Interdisciplinary biological testing
Targets for nanotoxicity are all components of the cell including their genetic material, blood and immune system. In contrast to drugs and chemicals chronic effects of nanoparticle exposure have a higher importance because nanoparticles may accumulate in cells, organs and environment and, thereby, low doses of nanoparticles may persist and accumulate over months and years in the human body.

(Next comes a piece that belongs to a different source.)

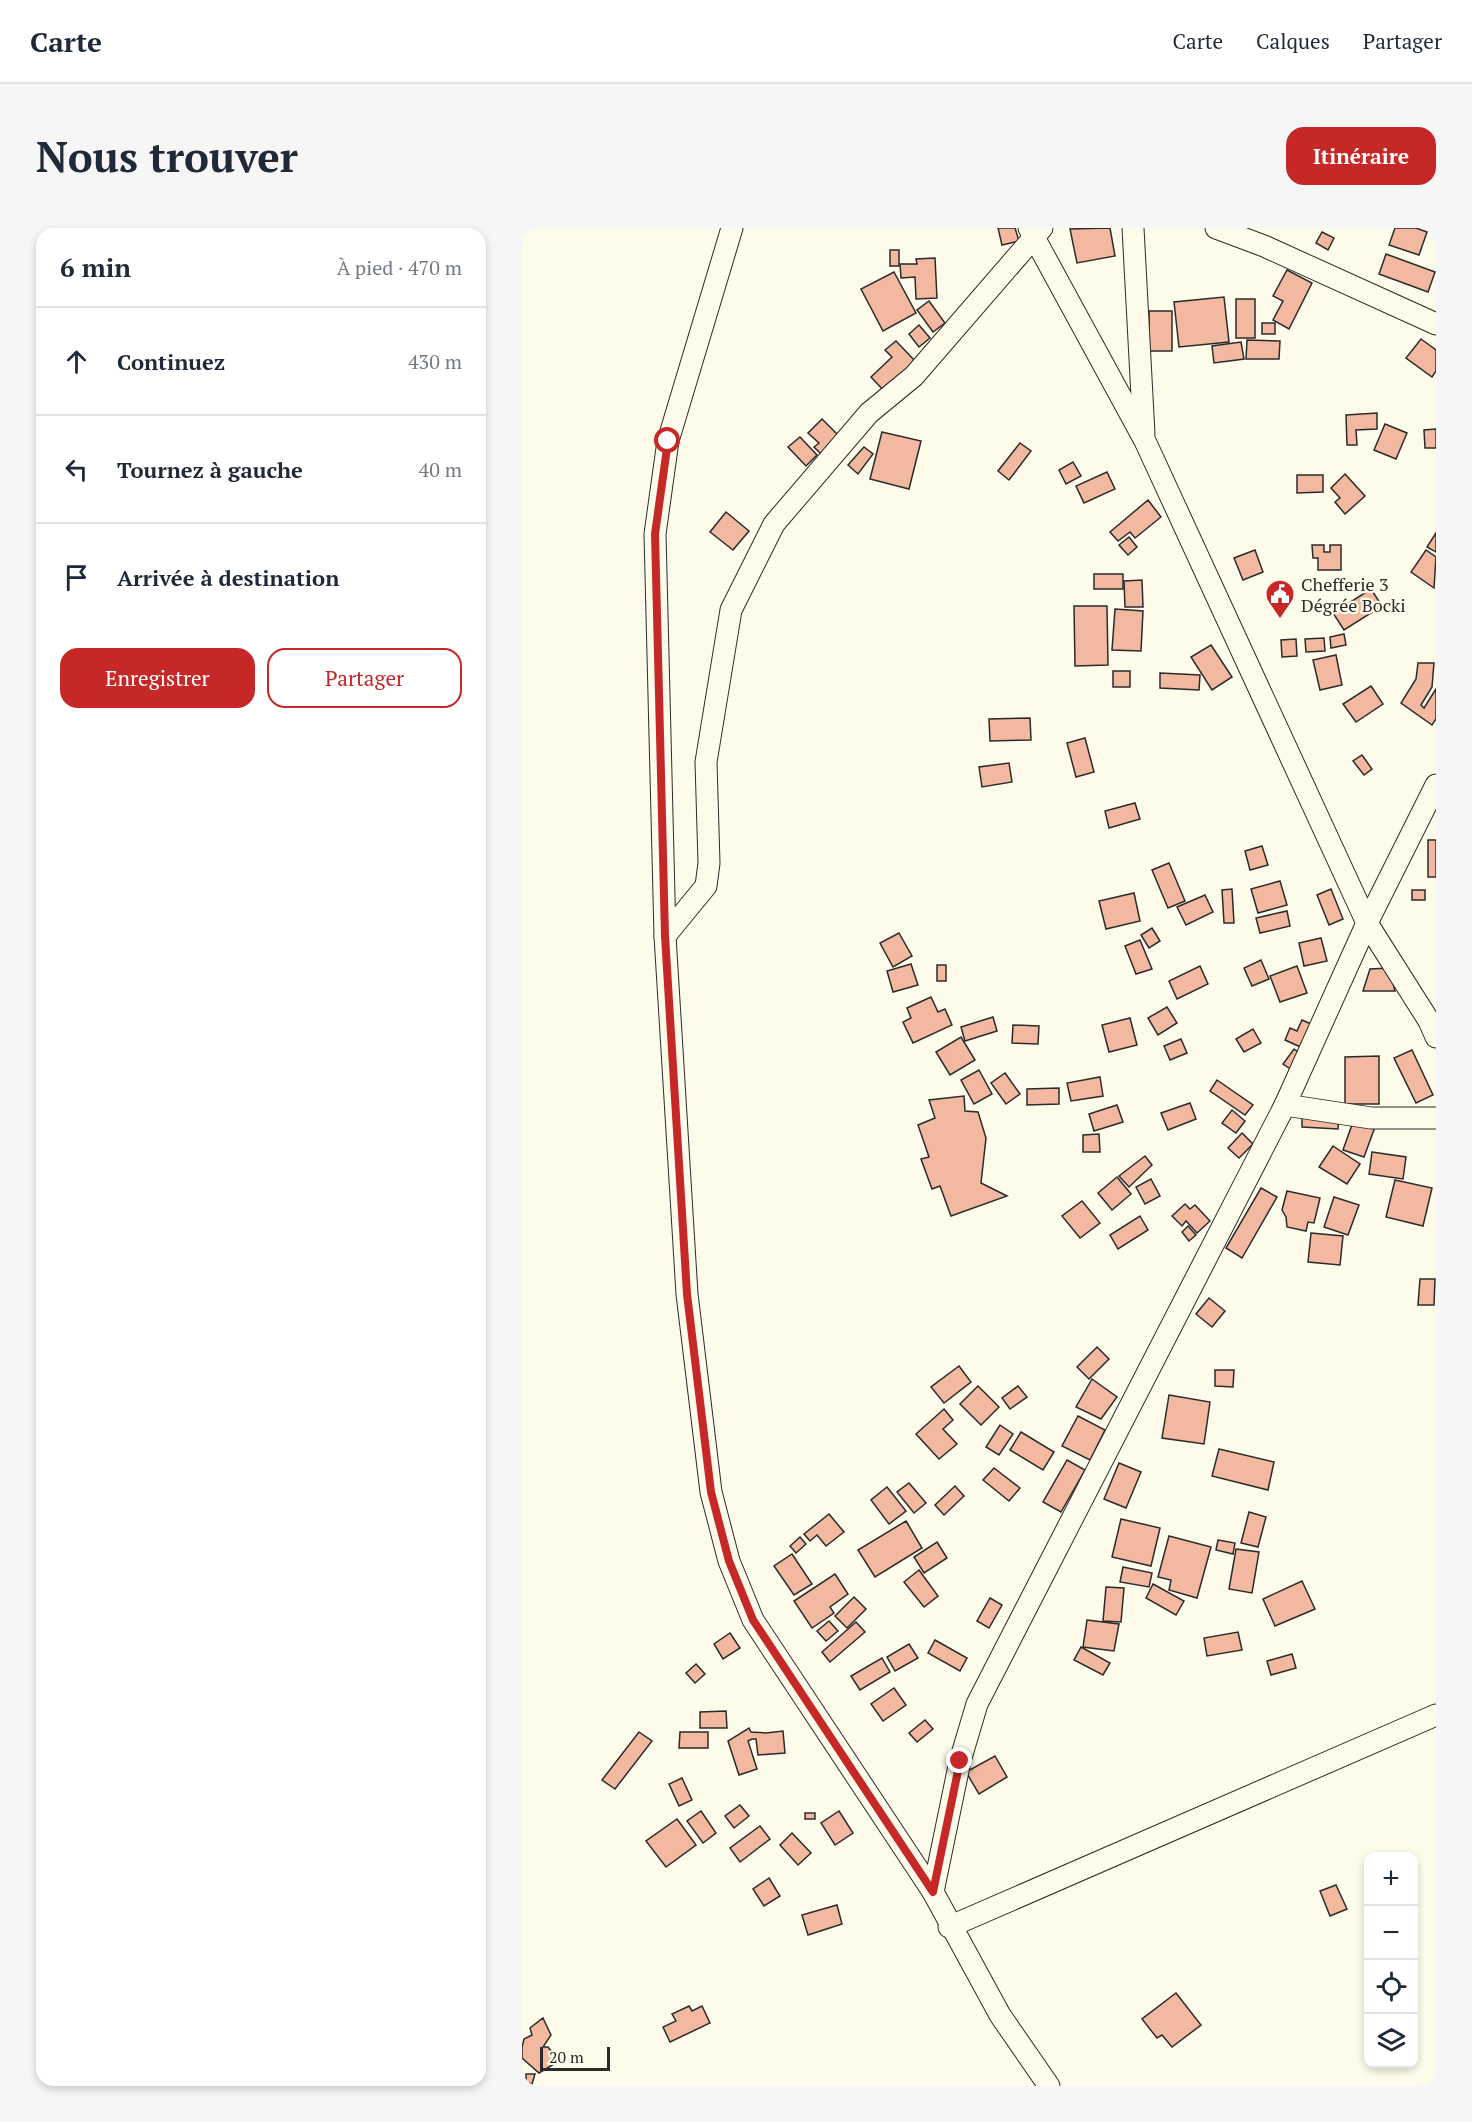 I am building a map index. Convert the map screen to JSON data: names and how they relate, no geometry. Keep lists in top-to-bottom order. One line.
{"places":{"public building":["Chefferie 3 Dégrée Bocki"]},"scale_bar":"20 m","page":{"header":"Carte","nav":["Carte","Calques","Partager"],"buttons":["Itinéraire",["Enregistrer","Partager"]],"title":"Nous trouver","heading":["6 min","À pied · 470 m"],"list":[["Continuez","430 m"],["Tournez à gauche","40 m"],"Arrivée à destination"],"map_buttons":["+","−"],"scale":"20 m"}}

The study of nanotoxicity is highly interdisciplinary because the assessment of toxic effects and the development of nontoxic nanoparticle afford the interaction of chemists, physicists, biologists, pharmacists and medical doctors. To assess the biological actions of nanoparticles centers like for instance the Namur Nanosafety Centre in Belgium, the Nanotechnology Characterization Laboratory at the National Cancer Institute at Frederick in the United States of America and the Centre for Interdisciplinary Research in Great Britain were established. Another approach to improve testing of nanomaterials was taken in Austria. The BioNanoNet Forschungsgesellschaft mbH (www.bionanonet.at), as a network company, has initiated the build up of a national contact point for nanotoxicology, the European Centre for Nanotoxicology (“EURO-NanoTox”; www.euro-nanotox.eu ). This virtual center unites all Austrian experts in the field of nanotoxicology and helps to develop standardized methods. EURO-NanoTox initiates research projects together with its members and it links Austrian activities in the field of nanotoxicology to European activities.

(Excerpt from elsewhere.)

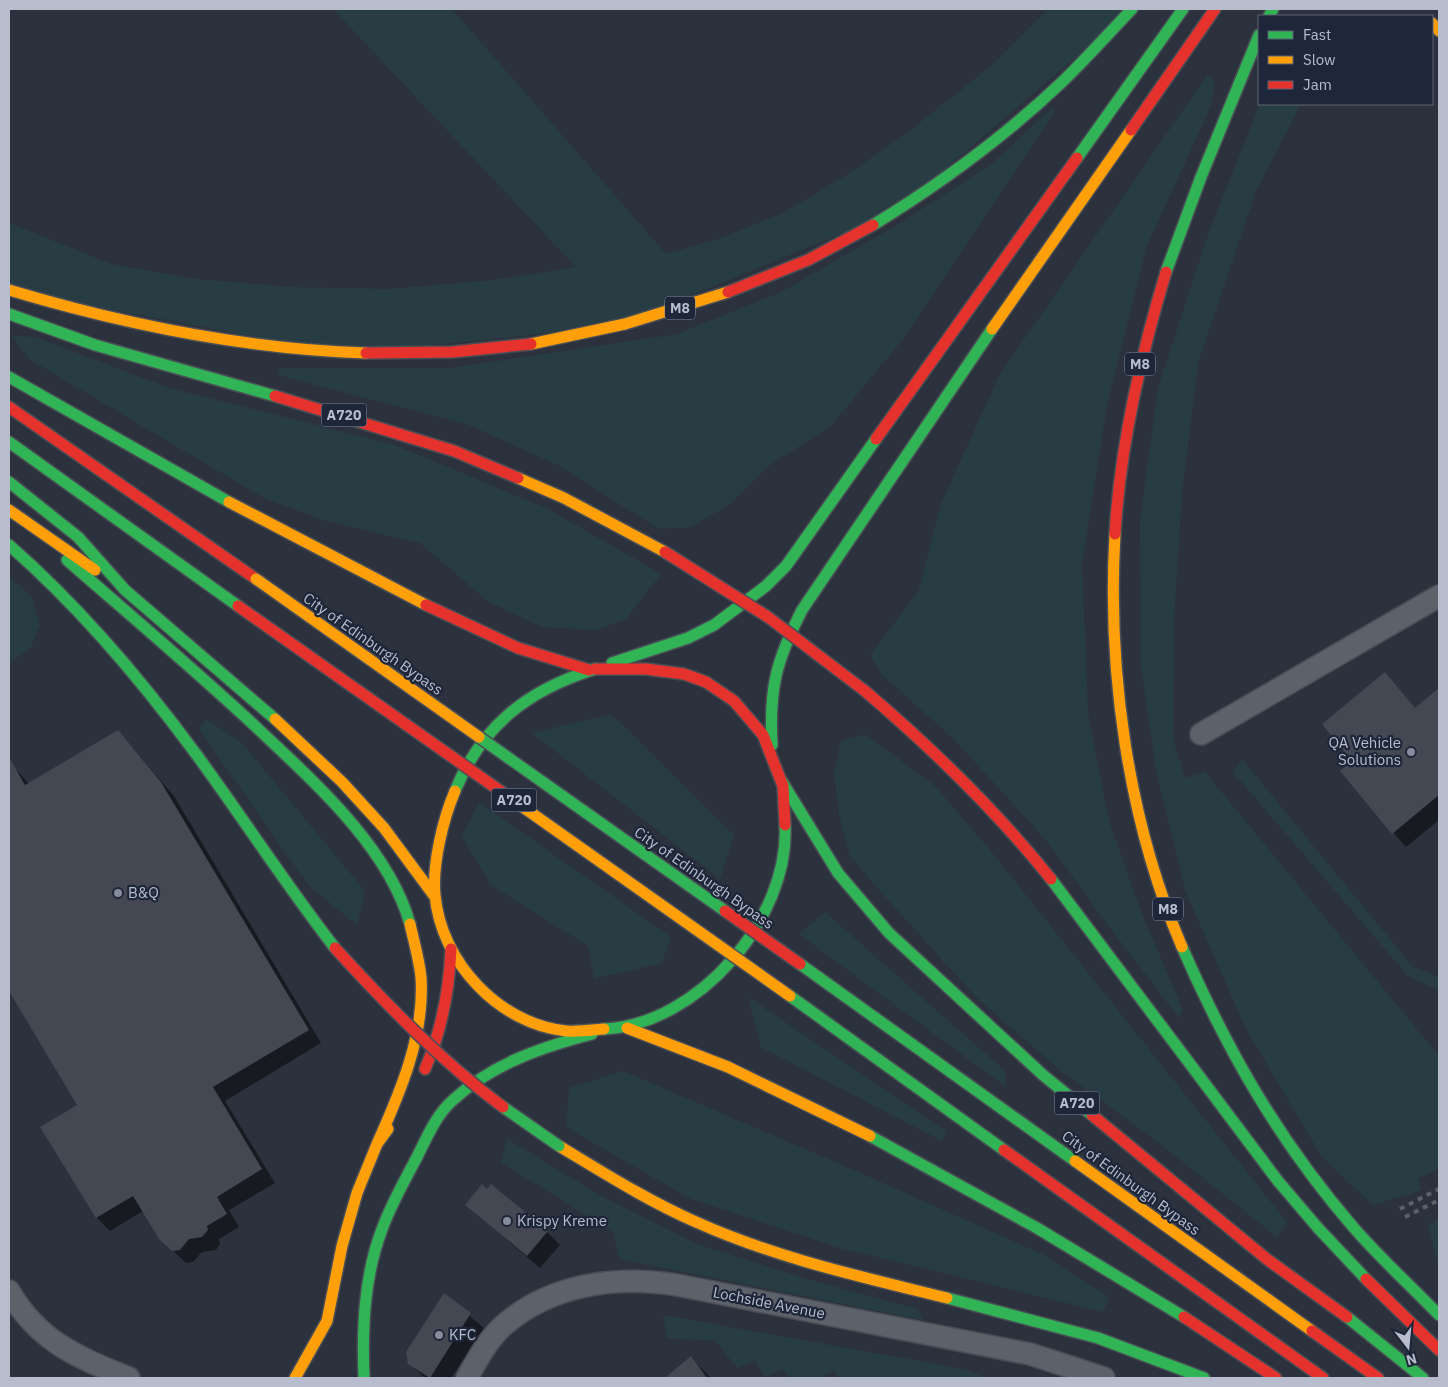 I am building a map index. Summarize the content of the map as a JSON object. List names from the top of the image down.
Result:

In order to ensure the sustainable economic success of nanotechnology it is essential that the potential dangers of nanomaterials for human health can be assessed in a transparent manner. EURO-NanoTox provides a panel of standardized in vitro and in vivo toxicity tests that enables researchers in both academia and industry to gain an early insight into the potential toxicity of the materials being developed. Early warnings of potential toxicity will facilitate early product optimization (with respect to toxicity) and will thus help to avoid expensive late product developmental failures.
In addition to that a new journal in the biomedical field was founded that fills the gap between material science orientated and medical journals. The main aim of EURO-NanoTox-LETTERS (www.EURO-NanoTox-LETTERS.com) is to increase the knowledge in the field of nanotoxicology and to help to pave the way from the present case-to-case to a holistic approach. This journal should help to ensure a sustainable development of the entire field of nanotechnology. The journal will publish in vitro, ex vivo and in vivo studies elucidating the behavior of nanomaterials in physiological environment. It will describe absorption, distribution, metabolism and elimination of nanomaterials in order to find out to which extent toxicity testing guidelines for drug products can be used for the toxicological assessment of these materials.
Nanotechnology is not only one of the key technologies of the 21st century the biological evaluation of nanomaterials appears also to be one of the greatest challenges of this century.